» **Try it**
Word for word, copy every line of the data.

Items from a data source
::::::::::
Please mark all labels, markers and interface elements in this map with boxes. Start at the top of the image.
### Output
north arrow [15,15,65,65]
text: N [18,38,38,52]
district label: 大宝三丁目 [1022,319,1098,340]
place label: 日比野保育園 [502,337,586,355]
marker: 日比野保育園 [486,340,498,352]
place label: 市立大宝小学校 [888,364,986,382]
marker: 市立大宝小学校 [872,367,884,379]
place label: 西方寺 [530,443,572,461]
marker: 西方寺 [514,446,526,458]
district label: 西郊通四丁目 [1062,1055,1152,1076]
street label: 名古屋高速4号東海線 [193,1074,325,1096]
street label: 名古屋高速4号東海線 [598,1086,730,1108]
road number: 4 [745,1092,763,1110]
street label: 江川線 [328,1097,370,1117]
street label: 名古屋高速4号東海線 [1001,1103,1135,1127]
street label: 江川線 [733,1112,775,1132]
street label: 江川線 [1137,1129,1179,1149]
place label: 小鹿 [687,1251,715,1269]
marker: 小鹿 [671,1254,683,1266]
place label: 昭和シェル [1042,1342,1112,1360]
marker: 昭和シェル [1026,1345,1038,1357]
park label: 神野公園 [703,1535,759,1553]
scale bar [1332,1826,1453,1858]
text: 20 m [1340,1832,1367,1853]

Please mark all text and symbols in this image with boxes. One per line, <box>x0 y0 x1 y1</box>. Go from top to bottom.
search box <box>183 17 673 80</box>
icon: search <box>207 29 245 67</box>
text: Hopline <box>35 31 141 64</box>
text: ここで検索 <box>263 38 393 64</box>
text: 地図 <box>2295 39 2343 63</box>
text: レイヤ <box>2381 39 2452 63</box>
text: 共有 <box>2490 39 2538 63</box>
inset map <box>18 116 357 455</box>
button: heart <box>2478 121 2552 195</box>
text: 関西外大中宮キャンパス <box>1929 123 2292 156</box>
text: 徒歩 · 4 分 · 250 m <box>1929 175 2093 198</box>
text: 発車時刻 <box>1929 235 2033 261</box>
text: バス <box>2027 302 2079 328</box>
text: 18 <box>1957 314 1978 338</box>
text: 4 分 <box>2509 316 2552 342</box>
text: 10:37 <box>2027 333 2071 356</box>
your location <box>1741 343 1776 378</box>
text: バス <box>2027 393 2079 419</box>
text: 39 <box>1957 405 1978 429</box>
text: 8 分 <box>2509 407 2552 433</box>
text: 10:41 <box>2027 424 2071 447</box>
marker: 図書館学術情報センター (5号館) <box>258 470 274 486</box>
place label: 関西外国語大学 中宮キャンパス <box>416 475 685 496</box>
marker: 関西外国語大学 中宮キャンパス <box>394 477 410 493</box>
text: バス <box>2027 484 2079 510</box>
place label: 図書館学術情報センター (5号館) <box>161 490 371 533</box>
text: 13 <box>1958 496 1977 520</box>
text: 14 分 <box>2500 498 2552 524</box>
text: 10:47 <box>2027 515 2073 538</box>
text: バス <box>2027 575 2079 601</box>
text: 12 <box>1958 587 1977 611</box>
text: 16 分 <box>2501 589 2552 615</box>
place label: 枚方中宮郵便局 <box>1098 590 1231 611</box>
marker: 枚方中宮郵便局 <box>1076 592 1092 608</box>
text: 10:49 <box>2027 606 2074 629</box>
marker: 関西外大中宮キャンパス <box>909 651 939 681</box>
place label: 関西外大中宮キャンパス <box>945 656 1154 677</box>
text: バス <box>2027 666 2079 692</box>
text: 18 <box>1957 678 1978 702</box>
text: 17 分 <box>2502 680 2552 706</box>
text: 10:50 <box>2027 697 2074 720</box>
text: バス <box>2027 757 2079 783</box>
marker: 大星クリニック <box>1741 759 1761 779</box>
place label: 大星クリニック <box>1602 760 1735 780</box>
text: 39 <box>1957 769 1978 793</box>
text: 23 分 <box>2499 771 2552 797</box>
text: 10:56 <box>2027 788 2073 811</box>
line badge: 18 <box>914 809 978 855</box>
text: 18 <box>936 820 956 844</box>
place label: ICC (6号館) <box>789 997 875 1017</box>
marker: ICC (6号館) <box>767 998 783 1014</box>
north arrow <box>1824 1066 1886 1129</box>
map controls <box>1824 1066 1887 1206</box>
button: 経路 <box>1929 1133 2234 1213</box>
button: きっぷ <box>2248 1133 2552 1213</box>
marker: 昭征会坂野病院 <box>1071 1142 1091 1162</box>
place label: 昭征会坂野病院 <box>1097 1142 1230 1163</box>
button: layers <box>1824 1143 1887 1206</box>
::::::::::
» **Output for this exercise**
Please mark all labels, markers and interface elements in this map with boxes. Start at the top of the image.
### Output
north arrow [15,15,65,65]
text: N [18,38,38,52]
district label: 大宝三丁目 [1022,319,1098,340]
place label: 日比野保育園 [502,337,586,355]
marker: 日比野保育園 [486,340,498,352]
place label: 市立大宝小学校 [888,364,986,382]
marker: 市立大宝小学校 [872,367,884,379]
place label: 西方寺 [530,443,572,461]
marker: 西方寺 [514,446,526,458]
district label: 西郊通四丁目 [1062,1055,1152,1076]
street label: 名古屋高速4号東海線 [193,1074,325,1096]
street label: 名古屋高速4号東海線 [598,1086,730,1108]
road number: 4 [745,1092,763,1110]
street label: 江川線 [328,1097,370,1117]
street label: 名古屋高速4号東海線 [1001,1103,1135,1127]
street label: 江川線 [733,1112,775,1132]
street label: 江川線 [1137,1129,1179,1149]
place label: 小鹿 [687,1251,715,1269]
marker: 小鹿 [671,1254,683,1266]
place label: 昭和シェル [1042,1342,1112,1360]
marker: 昭和シェル [1026,1345,1038,1357]
park label: 神野公園 [703,1535,759,1553]
scale bar [1332,1826,1453,1858]
text: 20 m [1340,1832,1367,1853]

Please mark all text and symbols in this image with boxes. One per line, <box>x0 y0 x1 y1</box>. Go from top to bottom.
search box <box>183 17 673 80</box>
icon: search <box>207 29 245 67</box>
text: Hopline <box>35 31 141 64</box>
text: ここで検索 <box>263 38 393 64</box>
text: 地図 <box>2295 39 2343 63</box>
text: レイヤ <box>2381 39 2452 63</box>
text: 共有 <box>2490 39 2538 63</box>
inset map <box>18 116 357 455</box>
button: heart <box>2478 121 2552 195</box>
text: 関西外大中宮キャンパス <box>1929 123 2292 156</box>
text: 徒歩 · 4 分 · 250 m <box>1929 175 2093 198</box>
text: 発車時刻 <box>1929 235 2033 261</box>
text: バス <box>2027 302 2079 328</box>
text: 18 <box>1957 314 1978 338</box>
text: 4 分 <box>2509 316 2552 342</box>
text: 10:37 <box>2027 333 2071 356</box>
your location <box>1741 343 1776 378</box>
text: バス <box>2027 393 2079 419</box>
text: 39 <box>1957 405 1978 429</box>
text: 8 分 <box>2509 407 2552 433</box>
text: 10:41 <box>2027 424 2071 447</box>
marker: 図書館学術情報センター (5号館) <box>258 470 274 486</box>
place label: 関西外国語大学 中宮キャンパス <box>416 475 685 496</box>
marker: 関西外国語大学 中宮キャンパス <box>394 477 410 493</box>
text: バス <box>2027 484 2079 510</box>
place label: 図書館学術情報センター (5号館) <box>161 490 371 533</box>
text: 13 <box>1958 496 1977 520</box>
text: 14 分 <box>2500 498 2552 524</box>
text: 10:47 <box>2027 515 2073 538</box>
text: バス <box>2027 575 2079 601</box>
text: 12 <box>1958 587 1977 611</box>
text: 16 分 <box>2501 589 2552 615</box>
place label: 枚方中宮郵便局 <box>1098 590 1231 611</box>
marker: 枚方中宮郵便局 <box>1076 592 1092 608</box>
text: 10:49 <box>2027 606 2074 629</box>
marker: 関西外大中宮キャンパス <box>909 651 939 681</box>
place label: 関西外大中宮キャンパス <box>945 656 1154 677</box>
text: バス <box>2027 666 2079 692</box>
text: 18 <box>1957 678 1978 702</box>
text: 17 分 <box>2502 680 2552 706</box>
text: 10:50 <box>2027 697 2074 720</box>
text: バス <box>2027 757 2079 783</box>
marker: 大星クリニック <box>1741 759 1761 779</box>
place label: 大星クリニック <box>1602 760 1735 780</box>
text: 39 <box>1957 769 1978 793</box>
text: 23 分 <box>2499 771 2552 797</box>
text: 10:56 <box>2027 788 2073 811</box>
line badge: 18 <box>914 809 978 855</box>
text: 18 <box>936 820 956 844</box>
place label: ICC (6号館) <box>789 997 875 1017</box>
marker: ICC (6号館) <box>767 998 783 1014</box>
north arrow <box>1824 1066 1886 1129</box>
map controls <box>1824 1066 1887 1206</box>
button: 経路 <box>1929 1133 2234 1213</box>
button: きっぷ <box>2248 1133 2552 1213</box>
marker: 昭征会坂野病院 <box>1071 1142 1091 1162</box>
place label: 昭征会坂野病院 <box>1097 1142 1230 1163</box>
button: layers <box>1824 1143 1887 1206</box>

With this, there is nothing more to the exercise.